Offering a free, ad-supported tier has been key to Spotify (SPOT -7.28%) becoming the leader in music streaming, representing a funnel of users that the company works to convert to premium subscriptions. While that business is less profitable -- it had a 15% gross margin last year compared to the premium segment's 27% -- Spotify has an opportunity to improve profitability as its ad business continues to evolve.

In no uncertain terms, much of Spotify's financial future will hinge on the ad segment.

Reception area of Spotify headquarters

Image source: Spotify.

New ad products to drive ad sales

Spotify has been talking up the potential of its two-sided marketplace strategy for years, and the company has only recently started to really expand on that effort. One of the tools that Spotify will provide to artists trying to connect with listeners is called Marquee, which lets artists pay to promote their music, sponsor recommendations, and notify users when a new album has been released. Marquee has a minimum suggested spend of $5,000.

Importantly, this type of ad revenue would carry higher margins compared to the long-standing ad-supported tier. When free users listen to ad-supported music, Spotify has to pay the associated per-stream royalties and then monetizes that engagement with ads. These types of ads don't carry those costs, and essentially represent ad revenue that Spotify can bring in before the royalties start to kick in.

Chart showing Spotify ad revenue

Data source: SEC filings. Chart by author.

Bloomberg notes that Spotify is already pitching another similar tool to record labels and artists, although details are scarce. Spotify's licensing agreements also grant record labels a portion of all revenue, including ad revenue, according to the report. The Swedish company typically keeps key aspects of those deals close to the vest, so that revelation is quite significant to Spotify investors. The good news is that both Spotify and the labels reportedly concur that the arrangement doesn't make sense and are working toward restructuring the terms.

Spotify has even reportedly considered selling access to user listening data, which sounds similar to Twitter's data licensing business (also affectionately known as its "firehose" segment). That trove of data is one of Spotify's greatest competitive advantages because it feeds the content discovery algorithms that set it apart from rivals.

Favoring the big players?

Marquee isn't without criticisms, though. There is a fear among smaller artists and independent labels that paid promotions like Marquee will tilt the playing field in favor of larger artists and companies that have deeper pockets and can afford to pay. Dominant labels and the artists they represent could siphon engagement away from independent players, depriving them of royalty revenue in the process.
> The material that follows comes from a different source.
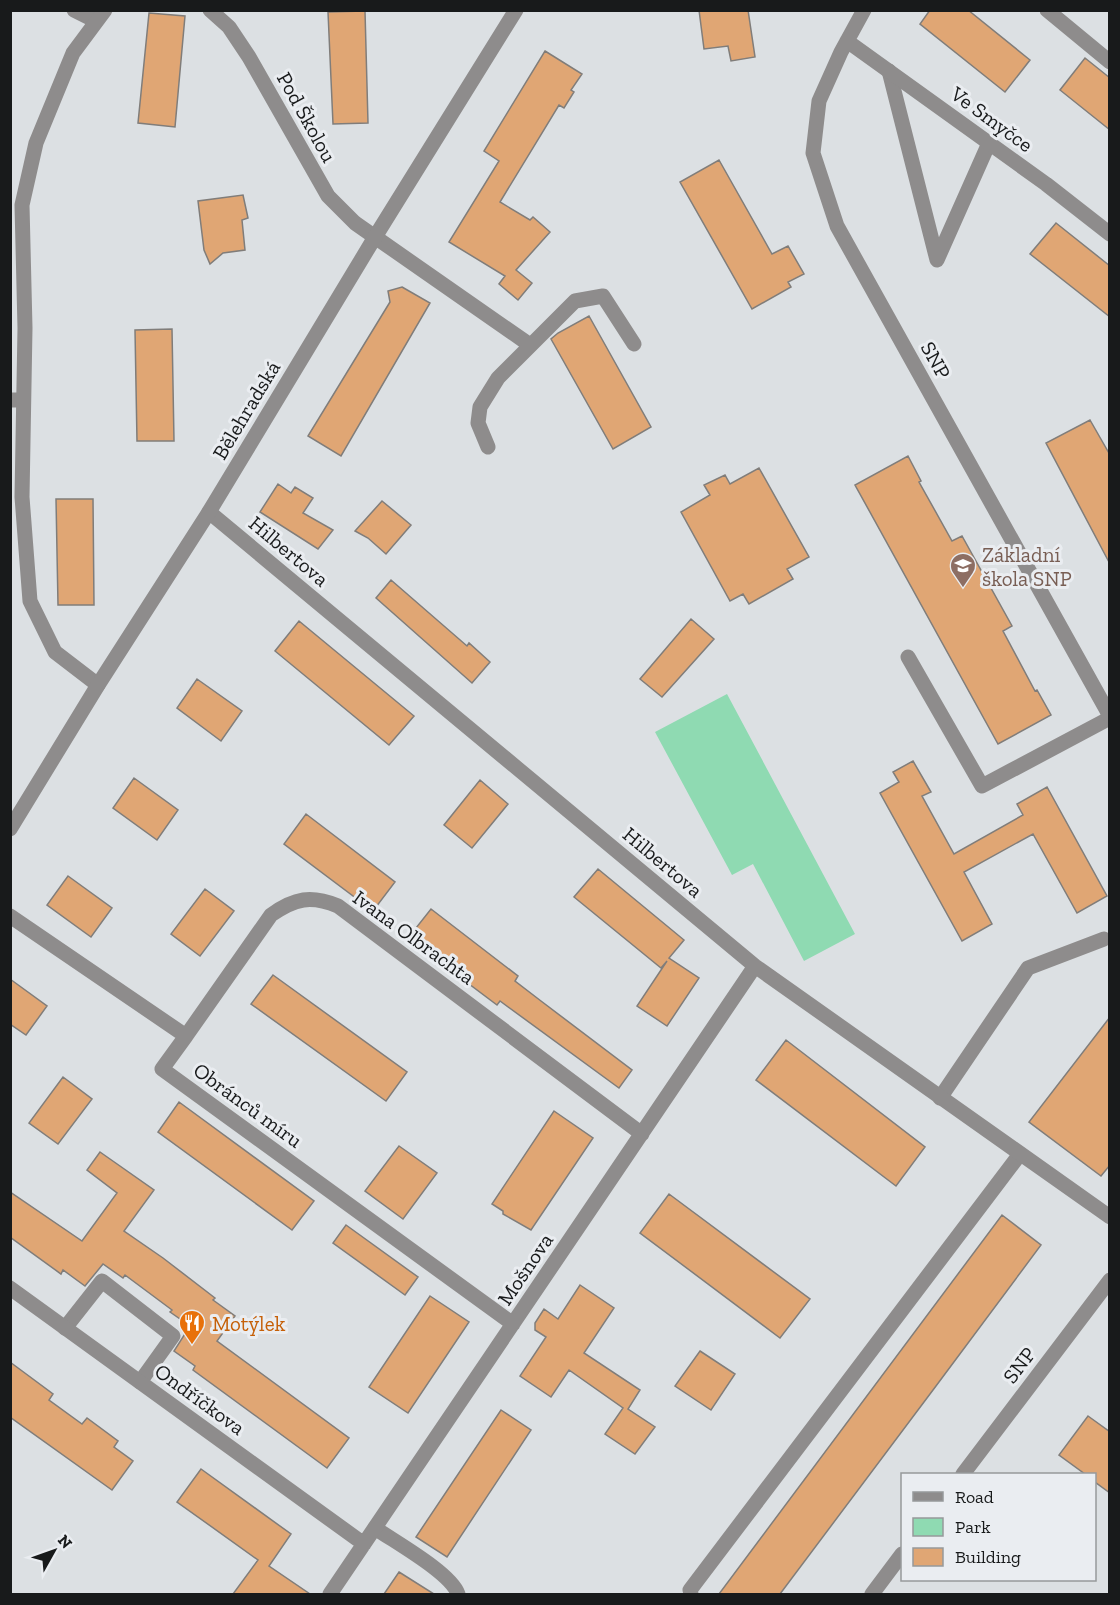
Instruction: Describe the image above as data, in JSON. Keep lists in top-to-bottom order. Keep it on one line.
{"streets":{"street":["Pod Školou","Ve Smyčce","SNP","Bělehradská","Hilbertova","Ivana Olbrachta","Obránců míru","Mošnova","Ondříčkova"]},"crossings":[["Pod Školou","Bělehradská"],["Ve Smyčce","SNP"],["Bělehradská","Hilbertova"],["Hilbertova","Mošnova"],["Ivana Olbrachta","Obránců míru"],["Ivana Olbrachta","Mošnova"],["Obránců míru","Mošnova"],["Mošnova","Ondříčkova"]],"places":{"school or university":["Základní škola SNP"],"restaurant":["Motýlek"]},"legend":["Road","Park","Building"],"north":"top right"}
Labels have to pay Spotify $0.55 per click, according to Rolling Stone. That would translate into an additional 9,000 listeners per $5,000 spent. Spotify argues that paid promotions are already common throughout the rest of the music industry, so bringing those types of ads to its tech platform isn't some type of sea change. Spotify exec Beck Kloss told Bloomberg that approximately 25% of users who see a Marquee add choose to listen to the promoted content, calling it "one of the most effective digital marketing tools available."